Provided material:

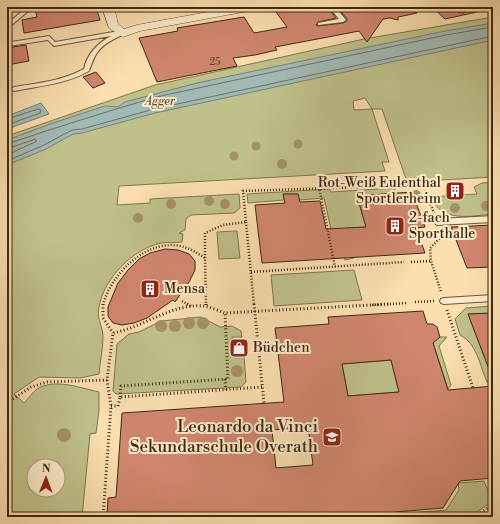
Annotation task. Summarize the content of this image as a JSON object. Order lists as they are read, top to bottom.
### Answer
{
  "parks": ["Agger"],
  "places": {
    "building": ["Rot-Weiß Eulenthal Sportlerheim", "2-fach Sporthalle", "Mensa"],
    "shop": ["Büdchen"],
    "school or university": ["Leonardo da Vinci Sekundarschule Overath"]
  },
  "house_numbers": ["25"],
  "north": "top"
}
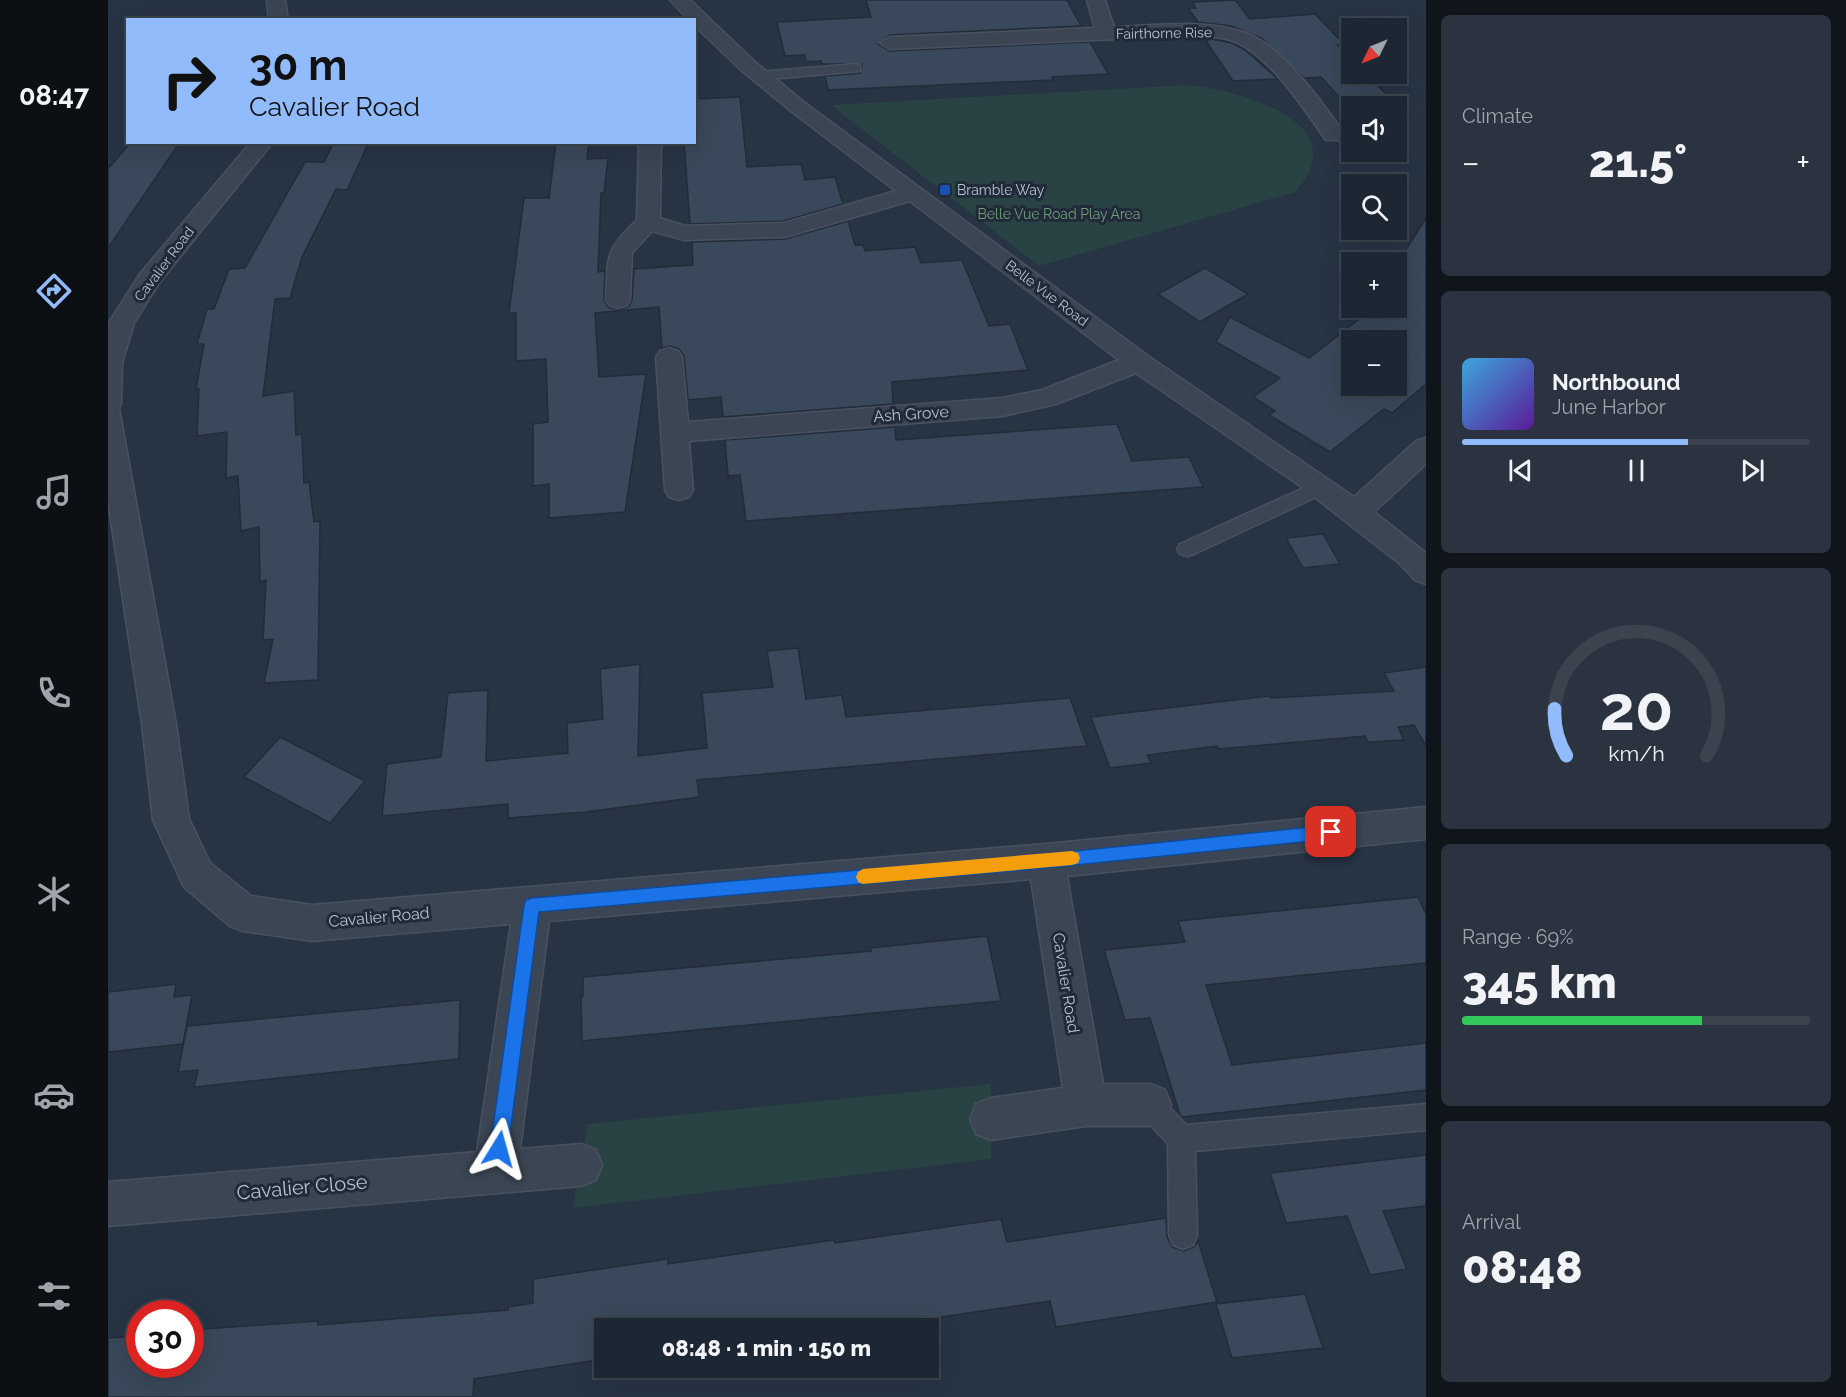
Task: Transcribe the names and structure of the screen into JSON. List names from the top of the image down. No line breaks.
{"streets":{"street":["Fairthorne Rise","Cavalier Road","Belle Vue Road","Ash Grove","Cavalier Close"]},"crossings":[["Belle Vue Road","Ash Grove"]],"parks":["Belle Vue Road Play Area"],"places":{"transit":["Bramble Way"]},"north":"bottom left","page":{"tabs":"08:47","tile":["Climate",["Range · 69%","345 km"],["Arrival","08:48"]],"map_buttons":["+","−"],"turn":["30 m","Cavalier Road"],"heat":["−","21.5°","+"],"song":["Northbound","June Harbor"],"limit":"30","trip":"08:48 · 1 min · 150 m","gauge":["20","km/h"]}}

What you have to do: The task calls for duplicating the data exactly, with no images kept.

Answer space:
Annotation task. Summarize the content of this image as a JSON object. Order lists as they are read, top to bottom.
### Answer
{
  "parks": ["Agger"],
  "places": {
    "building": ["Rot-Weiß Eulenthal Sportlerheim", "2-fach Sporthalle", "Mensa"],
    "shop": ["Büdchen"],
    "school or university": ["Leonardo da Vinci Sekundarschule Overath"]
  },
  "house_numbers": ["25"],
  "north": "top"
}
Task: Transcribe the names and structure of the screen into JSON. List names from the top of the image down. No line breaks.
{"streets":{"street":["Fairthorne Rise","Cavalier Road","Belle Vue Road","Ash Grove","Cavalier Close"]},"crossings":[["Belle Vue Road","Ash Grove"]],"parks":["Belle Vue Road Play Area"],"places":{"transit":["Bramble Way"]},"north":"bottom left","page":{"tabs":"08:47","tile":["Climate",["Range · 69%","345 km"],["Arrival","08:48"]],"map_buttons":["+","−"],"turn":["30 m","Cavalier Road"],"heat":["−","21.5°","+"],"song":["Northbound","June Harbor"],"limit":"30","trip":"08:48 · 1 min · 150 m","gauge":["20","km/h"]}}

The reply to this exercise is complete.